Additional information for protecting your tenant
Review and implement operational security best practices for your Azure assets.
Enforce Multi-Factor Authentication to strengthen your identity security posture.
Implement risk policies and alerting for High Risk users and sign-ins: What is Microsoft Entra ID Protection?.
If you suspect unauthorized usage of your or your customer's Azure subscription, engage Microsoft Azure Support so Microsoft can help expedite any other questions or concerns.
If you have specific questions regarding Partner Center, submit a support request in Partner Center. For more information: Get support in Partner Center.
Check security notifications under Activity logs
- Sign in to Partner Center and select the settings (gear) icon on top right corner, then select the Account settings workspace.
- Navigate to Activity logs on the left panel.
- Set the From and To dates in the top filter.
- In Filter by Operation Type, select Azure Fraud Event Detected. You should be able to see all security alerts Events detected for the selected period.
Why are partners receiving older Azure security alerts?

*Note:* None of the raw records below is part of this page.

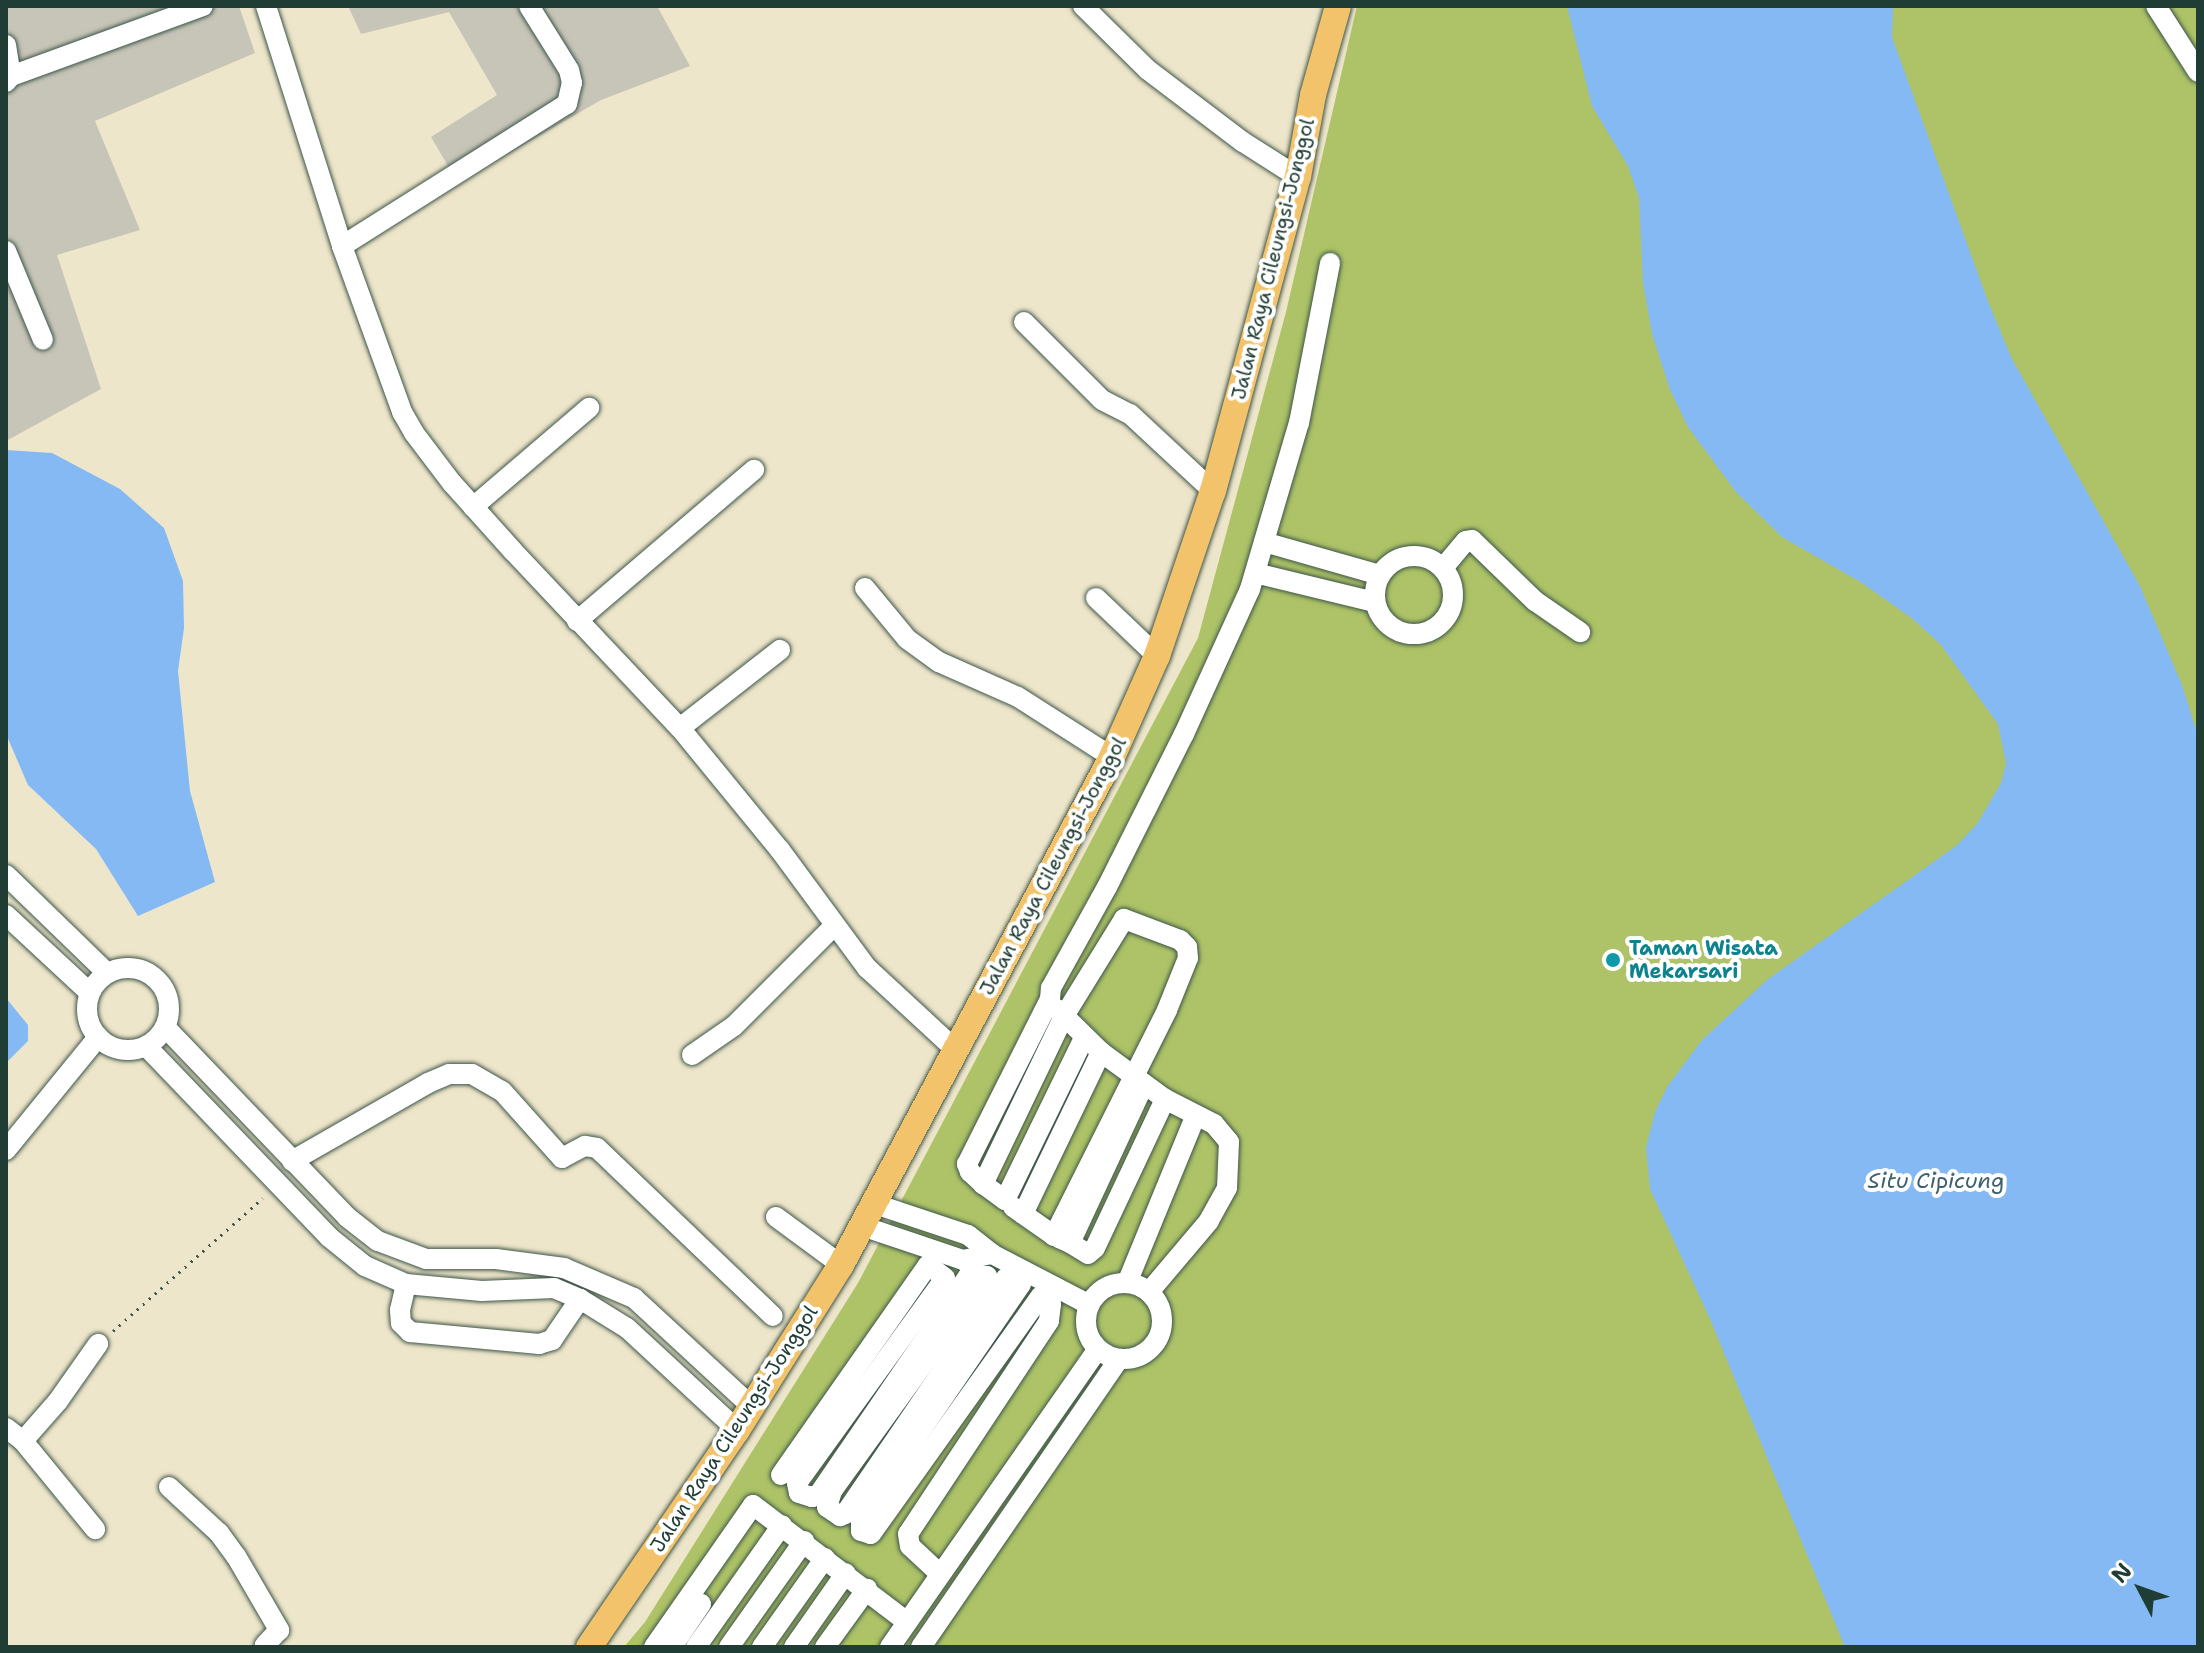 <!DOCTYPE html>
<style>
body{margin:0}
#map{position:relative;width:2204px;height:1653px;overflow:hidden;background:#eee6ca;font-family:"Shantell Sans",sans-serif}
div>[style]{position:absolute}
.industrial>*{inset:0;background:#c7c5b8}
.green>*{inset:0;background:#aec367}
.water>*{inset:0;background:#85b9f3}
.path>*{height:3px;margin-top:-1.5px;transform-origin:0;background:repeating-linear-gradient(90deg,#3e564a 0 2px,transparent 0 8px)}
.roads{filter:drop-shadow(0 0 2px #3e564a) drop-shadow(0 0 2px #3e564a)}
.minor>*{height:20px;margin:-10px;padding:0 10px;transform-origin:10px;border-radius:10px;background:#fff}
.minor>.ring{margin:-10px;padding:0;box-sizing:content-box;background:none;border:20px solid #fff;border-radius:50%}
.major>*{height:26px;margin:-13px;padding:0 13px;transform-origin:13px;border-radius:13px;background:#f2c36a}
.dots>*{width:22px;height:22px;translate:-50% -50%;box-sizing:border-box;border:4px solid #fff;border-radius:50%}
span{translate:-50% -50%;white-space:nowrap;text-align:center;line-height:1.15;-webkit-text-stroke:8px #fff;paint-order:stroke}
.street-label{font-size:20px;color:#1f3d34}
.culture-label{font-size:20px;color:#0d838f;font-weight:700}
.left{translate:0 -50%;text-align:left}
.water-label{font-size:22px;color:#3e626d;font-style:italic}
.frame{position:absolute;inset:0;border:8px solid #1f3d34;pointer-events:none}
.north{position:absolute;left:2100px;top:1549px;width:80px;height:80px;-webkit-text-stroke:6px #fff;paint-order:stroke;rotate:311deg;font-size:22px;font-weight:700;line-height:32px;text-align:center;color:#1f3d34}
.north::after{content:'';display:block;margin:auto;width:28px;height:36px;background:#1f3d34;clip-path:polygon(50% 0,100% 100%,50% 72%,0 100%)}
</style>
<div id="map">
<div class="industrial">
<i style="clip-path:polygon(6px 6px,239px 6px,255px 53px,95px 121px,140px 230px,57px 255px,101px 389px,6px 441px)"></i>
<i style="clip-path:polygon(348px 6px,657px 6px,690px 66px,601px 100px,458px 183px,431px 137px,497px 95px,449px 12px,361px 34px)"></i>
</div>
<div class="green">
<i style="clip-path:polygon(1357px 6px,2198px 6px,2198px 1647px,624px 1647px,645px 1622px,858px 1283px,1198px 638px,1286px 312px)"></i>
</div>
<div class="water">
<i style="clip-path:polygon(1567px 6px,1893px 6px,1892px 37px,1989px 304px,2012px 359px,2140px 586px,2182px 685px,2198px 736px,2198px 1647px,1845px 1647px,1710px 1319px,1650px 1189px,1646px 1148px,1655px 1112px,1667px 1087px,1702px 1040px,1768px 979px,1956px 846px,1977px 824px,2001px 783px,2006px 763px,1998px 724px,1941px 645px,1913px 619px,1862px 583px,1782px 537px,1736px 492px,1688px 427px,1670px 390px,1652px 334px,1643px 283px,1639px 198px,1628px 166px,1592px 106px)"></i>
<i style="clip-path:polygon(6px 450px,52px 453px,120px 489px,164px 528px,183px 581px,184px 628px,178px 671px,190px 791px,215px 882px,138px 916px,96px 849px,28px 785px,6px 734px)"></i>
<i style="clip-path:polygon(6px 998px,28px 1025px,28px 1041px,6px 1063px)"></i>
</div>
<div class="path">
<i style="left:113px;top:1331px;width:200px;rotate:-41.6deg"></i>
</div>
<div class="roads">
<div class="minor">
<i style="left:266px;top:6px;width:252px;rotate:72.4deg"></i>
<i style="left:342px;top:246px;width:177px;rotate:70.1deg"></i>
<i style="left:402px;top:412px;width:24px;rotate:60deg"></i>
<i style="left:414px;top:433px;width:63px;rotate:52.8deg"></i>
<i style="left:452px;top:483px;width:91px;rotate:48.1deg"></i>
<i style="left:513px;top:551px;width:243px;rotate:46.7deg"></i>
<i style="left:680px;top:728px;width:158px;rotate:50.7deg"></i>
<i style="left:780px;top:850px;width:147px;rotate:53.6deg"></i>
<i style="left:867px;top:968px;width:121px;rotate:42.7deg"></i>
<i style="left:1083px;top:6px;width:91px;rotate:44.6deg"></i>
<i style="left:1148px;top:70px;width:119px;rotate:37.2deg"></i>
<i style="left:1243px;top:142px;width:65px;rotate:32.5deg"></i>
<i style="left:2156px;top:6px;width:78px;rotate:57.5deg"></i>
<i style="left:6px;top:45px;width:31px;rotate:81deg"></i>
<i style="left:11px;top:76px;width:8px;rotate:130deg"></i>
<i style="left:11px;top:76px;width:204px;rotate:-20deg"></i>
<i style="left:342px;top:246px;width:266px;rotate:-32.3deg"></i>
<i style="left:567px;top:104px;width:22px;rotate:-77deg"></i>
<i style="left:572px;top:83px;width:13px;rotate:-103deg"></i>
<i style="left:569px;top:70px;width:75px;rotate:-122deg"></i>
<i style="left:6px;top:251px;width:96px;rotate:67.4deg"></i>
<i style="left:1024px;top:322px;width:110px;rotate:45deg"></i>
<i style="left:1102px;top:400px;width:31px;rotate:27deg"></i>
<i style="left:1130px;top:414px;width:113px;rotate:42.9deg"></i>
<i style="left:473px;top:507px;width:153px;rotate:-40.5deg"></i>
<i style="left:1264px;top:542px;width:121px;rotate:15.9deg"></i>
<i class="ring" style="left:1375px;top:556px;width:58px;height:58px"></i>
<i style="left:1443px;top:568px;width:35px;rotate:-50deg"></i>
<i style="left:1466px;top:541px;width:6px;rotate:-9deg"></i>
<i style="left:1472px;top:540px;width:88px;rotate:44.1deg"></i>
<i style="left:1535px;top:601px;width:55px;rotate:34.6deg"></i>
<i style="left:1255px;top:573px;width:123px;rotate:13.6deg"></i>
<i style="left:865px;top:588px;width:66px;rotate:50.5deg"></i>
<i style="left:907px;top:639px;width:39px;rotate:36deg"></i>
<i style="left:939px;top:662px;width:86px;rotate:23.9deg"></i>
<i style="left:1018px;top:697px;width:112px;rotate:32.6deg"></i>
<i style="left:1096px;top:598px;width:84px;rotate:43.6deg"></i>
<i style="left:577px;top:621px;width:233px;rotate:-40.5deg"></i>
<i style="left:680px;top:728px;width:127px;rotate:-38deg"></i>
<i style="left:6px;top:875px;width:141px;rotate:44.1deg"></i>
<i style="left:6px;top:915px;width:113px;rotate:42.9deg"></i>
<i class="ring" style="left:87px;top:968px;width:62px;height:62px"></i>
<i style="left:1057px;top:1009px;width:62px;rotate:44.3deg"></i>
<i style="left:1101px;top:1052px;width:79px;rotate:36.3deg"></i>
<i style="left:1165px;top:1099px;width:55px;rotate:27deg"></i>
<i style="left:1214px;top:1124px;width:23px;rotate:50deg"></i>
<i style="left:1229px;top:1142px;width:46px;rotate:92.5deg"></i>
<i style="left:1227px;top:1188px;width:38px;rotate:119deg"></i>
<i style="left:1209px;top:1221px;width:93px;rotate:130.2deg"></i>
<i style="left:165px;top:1027px;width:263px;rotate:46.2deg"></i>
<i style="left:347px;top:1217px;width:39px;rotate:38deg"></i>
<i style="left:378px;top:1241px;width:51px;rotate:20.6deg"></i>
<i style="left:426px;top:1259px;width:70px"></i>
<i style="left:496px;top:1259px;width:69px;rotate:7.5deg"></i>
<i style="left:564px;top:1268px;width:76px;rotate:23.2deg"></i>
<i style="left:634px;top:1298px;width:161px;rotate:42.7deg"></i>
<i style="left:146px;top:1046px;width:265px;rotate:46.2deg"></i>
<i style="left:329px;top:1237px;width:46px;rotate:38.9deg"></i>
<i style="left:365px;top:1266px;width:45px;rotate:23.7deg"></i>
<i style="left:406px;top:1284px;width:76px;rotate:5.3deg"></i>
<i style="left:482px;top:1291px;width:72px;rotate:-2.4deg"></i>
<i style="left:554px;top:1288px;width:28px;rotate:23deg"></i>
<i style="left:580px;top:1299px;width:55px;rotate:31.7deg"></i>
<i style="left:627px;top:1328px;width:150px;rotate:42.8deg"></i>
<i style="left:692px;top:1055px;width:51px;rotate:-34.6deg"></i>
<i style="left:734px;top:1026px;width:140px;rotate:-45deg"></i>
<i style="left:6px;top:1150px;width:146px;rotate:-50.8deg"></i>
<i style="left:292px;top:1161px;width:157px;rotate:-29.8deg"></i>
<i style="left:428px;top:1083px;width:23px;rotate:-23deg"></i>
<i style="left:449px;top:1074px;width:23px"></i>
<i style="left:472px;top:1074px;width:34px;rotate:30deg"></i>
<i style="left:502px;top:1091px;width:90px;rotate:48.2deg"></i>
<i style="left:562px;top:1158px;width:26px;rotate:-28deg"></i>
<i style="left:585px;top:1146px;width:12px;rotate:9deg"></i>
<i style="left:597px;top:1148px;width:243px;rotate:43.7deg"></i>
<i style="left:983px;top:1184px;width:27px;rotate:36deg"></i>
<i style="left:1005px;top:1200px;width:182px;rotate:-64deg"></i>
<i style="left:875px;top:1204px;width:98px;rotate:18.4deg"></i>
<i style="left:968px;top:1235px;width:31px;rotate:38deg"></i>
<i style="left:992px;top:1254px;width:110px;rotate:27.5deg"></i>
<i style="left:1013px;top:1207px;width:12px;rotate:35deg"></i>
<i style="left:1023px;top:1214px;width:180px;rotate:-64.3deg"></i>
<i style="left:1023px;top:1214px;width:38px;rotate:35deg"></i>
<i style="left:1054px;top:1236px;width:253px;rotate:-63.4deg"></i>
<i style="left:1167px;top:1010px;width:56px;rotate:-68deg"></i>
<i style="left:1188px;top:958px;width:11px;rotate:-95deg"></i>
<i style="left:1187px;top:947px;width:10px;rotate:-135deg"></i>
<i style="left:1180px;top:940px;width:60px;rotate:-159.4deg"></i>
<i style="left:1124px;top:919px;width:114px;rotate:121.7deg"></i>
<i style="left:1064px;top:1016px;width:187px;rotate:115.7deg"></i>
<i style="left:983px;top:1184px;width:18px;rotate:-137deg"></i>
<i style="left:970px;top:1172px;width:9px;rotate:-111deg"></i>
<i style="left:967px;top:1164px;width:185px;rotate:-63.3deg"></i>
<i style="left:1050px;top:999px;width:11px;rotate:-85deg"></i>
<i style="left:1051px;top:988px;width:115px;rotate:-61deg"></i>
<i style="left:1107px;top:887px;width:171px;rotate:-63.3deg"></i>
<i style="left:1184px;top:734px;width:159px;rotate:-65.5deg"></i>
<i style="left:1250px;top:589px;width:173px;rotate:-73.6deg"></i>
<i style="left:1299px;top:423px;width:163px;rotate:-79deg"></i>
<i style="left:776px;top:1217px;width:81px;rotate:36.4deg"></i>
<i style="left:862px;top:1226px;width:107px;rotate:18.6deg"></i>
<i style="left:963px;top:1260px;width:30px;rotate:-12deg"></i>
<i style="left:1059px;top:1238px;width:12px;rotate:24deg"></i>
<i style="left:1070px;top:1243px;width:175px;rotate:-65deg"></i>
<i style="left:1070px;top:1243px;width:21px;rotate:31deg"></i>
<i style="left:1088px;top:1254px;width:9px;rotate:-41deg"></i>
<i style="left:1095px;top:1248px;width:165px;rotate:-64.8deg"></i>
<i style="left:1127px;top:1283px;width:179px;rotate:-67.7deg"></i>
<i class="ring" style="left:1086px;top:1283px;width:56px;height:56px"></i>
<i style="left:406px;top:1284px;width:27px;rotate:103deg"></i>
<i style="left:400px;top:1310px;width:13px;rotate:86deg"></i>
<i style="left:401px;top:1323px;width:13px;rotate:45deg"></i>
<i style="left:410px;top:1332px;width:130px;rotate:5.3deg"></i>
<i style="left:539px;top:1344px;width:14px;rotate:-17deg"></i>
<i style="left:552px;top:1340px;width:50px;rotate:-55.7deg"></i>
<i style="left:6px;top:1428px;width:21px;rotate:37deg"></i>
<i style="left:23px;top:1441px;width:114px;rotate:50.7deg"></i>
<i style="left:23px;top:1441px;width:53px;rotate:-48.8deg"></i>
<i style="left:58px;top:1401px;width:70px;rotate:-54.9deg"></i>
<i style="left:781px;top:1475px;width:256px;rotate:-55deg"></i>
<i style="left:928px;top:1265px;width:21px;rotate:37deg"></i>
<i style="left:945px;top:1278px;width:253px;rotate:125.8deg"></i>
<i style="left:797px;top:1483px;width:10px;rotate:79deg"></i>
<i style="left:799px;top:1493px;width:14px;rotate:17deg"></i>
<i style="left:812px;top:1497px;width:8px;rotate:-23deg"></i>
<i style="left:819px;top:1494px;width:265px;rotate:-55.6deg"></i>
<i style="left:969px;top:1275px;width:18px;rotate:3deg"></i>
<i style="left:987px;top:1276px;width:265px;rotate:125.8deg"></i>
<i style="left:832px;top:1491px;width:17px;rotate:107deg"></i>
<i style="left:827px;top:1507px;width:16px;rotate:35deg"></i>
<i style="left:840px;top:1516px;width:5px;rotate:-22deg"></i>
<i style="left:845px;top:1514px;width:286px;rotate:-55.7deg"></i>
<i style="left:1006px;top:1278px;width:16px;rotate:22deg"></i>
<i style="left:1021px;top:1284px;width:283px;rotate:124.4deg"></i>
<i style="left:861px;top:1518px;width:13px;rotate:90deg"></i>
<i style="left:861px;top:1531px;width:10px;rotate:17deg"></i>
<i style="left:871px;top:1534px;width:292px;rotate:-54.5deg"></i>
<i style="left:1041px;top:1296px;width:13px;rotate:39deg"></i>
<i style="left:1051px;top:1304px;width:17px;rotate:97deg"></i>
<i style="left:1049px;top:1321px;width:255px;rotate:123.5deg"></i>
<i style="left:908px;top:1534px;width:12px;rotate:81deg"></i>
<i style="left:910px;top:1546px;width:41px;rotate:43deg"></i>
<i style="left:169px;top:1487px;width:68px;rotate:42.6deg"></i>
<i style="left:219px;top:1533px;width:29px;rotate:54deg"></i>
<i style="left:236px;top:1556px;width:86px;rotate:59.8deg"></i>
<i style="left:279px;top:1630px;width:21px;rotate:133deg"></i>
<i style="left:654px;top:1647px;width:173px;rotate:-55.1deg"></i>
<i style="left:753px;top:1505px;width:193px;rotate:37.2deg"></i>
<i style="left:672px;top:1647px;width:52px;rotate:-56deg"></i>
<i style="left:696px;top:1647px;width:149px;rotate:-54.8deg"></i>
<i style="left:729px;top:1647px;width:130px;rotate:-54.7deg"></i>
<i style="left:762px;top:1647px;width:109px;rotate:-54.7deg"></i>
<i style="left:794px;top:1647px;width:90px;rotate:-54.9deg"></i>
<i style="left:825px;top:1647px;width:72px;rotate:-54.1deg"></i>
<i style="left:890px;top:1647px;width:363px;rotate:-55.1deg"></i>
<i style="left:921px;top:1647px;width:349px;rotate:-55.5deg"></i>
</div>
<div class="major">
<i style="left:589px;top:1647px;width:263px;rotate:-55.7deg"></i>
<i style="left:737px;top:1430px;width:195px;rotate:-57.8deg"></i>
<i style="left:841px;top:1265px;width:576px;rotate:-61.92deg"></i>
<i style="left:1112px;top:757px;width:111px;rotate:-66deg"></i>
<i style="left:1157px;top:656px;width:174px;rotate:-71.3deg"></i>
<i style="left:1213px;top:491px;width:325px;rotate:-74.9deg"></i>
<i style="left:1298px;top:177px;width:83px;rotate:-79.6deg"></i>
<i style="left:1313px;top:95px;width:92px;rotate:-74.3deg"></i>
</div>
</div>
<div class="dots">
<i style="left:1613px;top:960px;background:#0f9aa8"></i>
</div>
<div class="street-label">
<span style="left:1273px;top:259px;rotate:-76deg">Jalan Raya Cileungsi-Jonggol</span>
<span style="left:1053px;top:866px;rotate:-62deg">Jalan Raya Cileungsi-Jonggol</span>
<span style="left:734px;top:1429px;rotate:-57deg">Jalan Raya Cileungsi-Jonggol</span>
</div>
<div class="culture-label">
<span class="left" style="left:1629px;top:960px">Taman Wisata<br>Mekarsari</span>
</div>
<div class="water-label">
<span style="left:1936px;top:1181px">Situ Cipicung</span>
</div>
<div class="frame"></div>
<div class="north">N</div>
</div>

Microsoft has been sending Azure Fraud alerts since December 2021. However, in the past, alert notification was based on opt-in preference only, where partners had to opt in to receive notice. We’ve changed this, so partners should resolve all fraud alerts (including old alerts) that are open.Follow the Cloud Solution Provider security best practices to secure your and your customers’ security posture.
Microsoft is sending the daily fraud summary (this is the count of partners, customers and subscriptions impacted) if there's an active unresolved fraud alert within the last 60 days.
Why am I not seeing all the alerts?
Security alert notifications are limited to detecting patterns of certain anomalous actions in Azure. Security alert notifications don't detect and aren't guaranteed to detect all anomalous behaviors. It's critical that you use other methods of monitoring to help detect anomalous usage in your customer's Azure subscriptions, such as monthly Azure spending budgets. If you have noticed an alert that is significant and is a false negative, reach out to Partner Center Support and provide the following information:
- Partner Tenant ID
- Customer Tenant ID
- Subscription ID
- Resource ID
- Impact start and impact end dates
- Integrate with the Security Alerts API and register a webhook.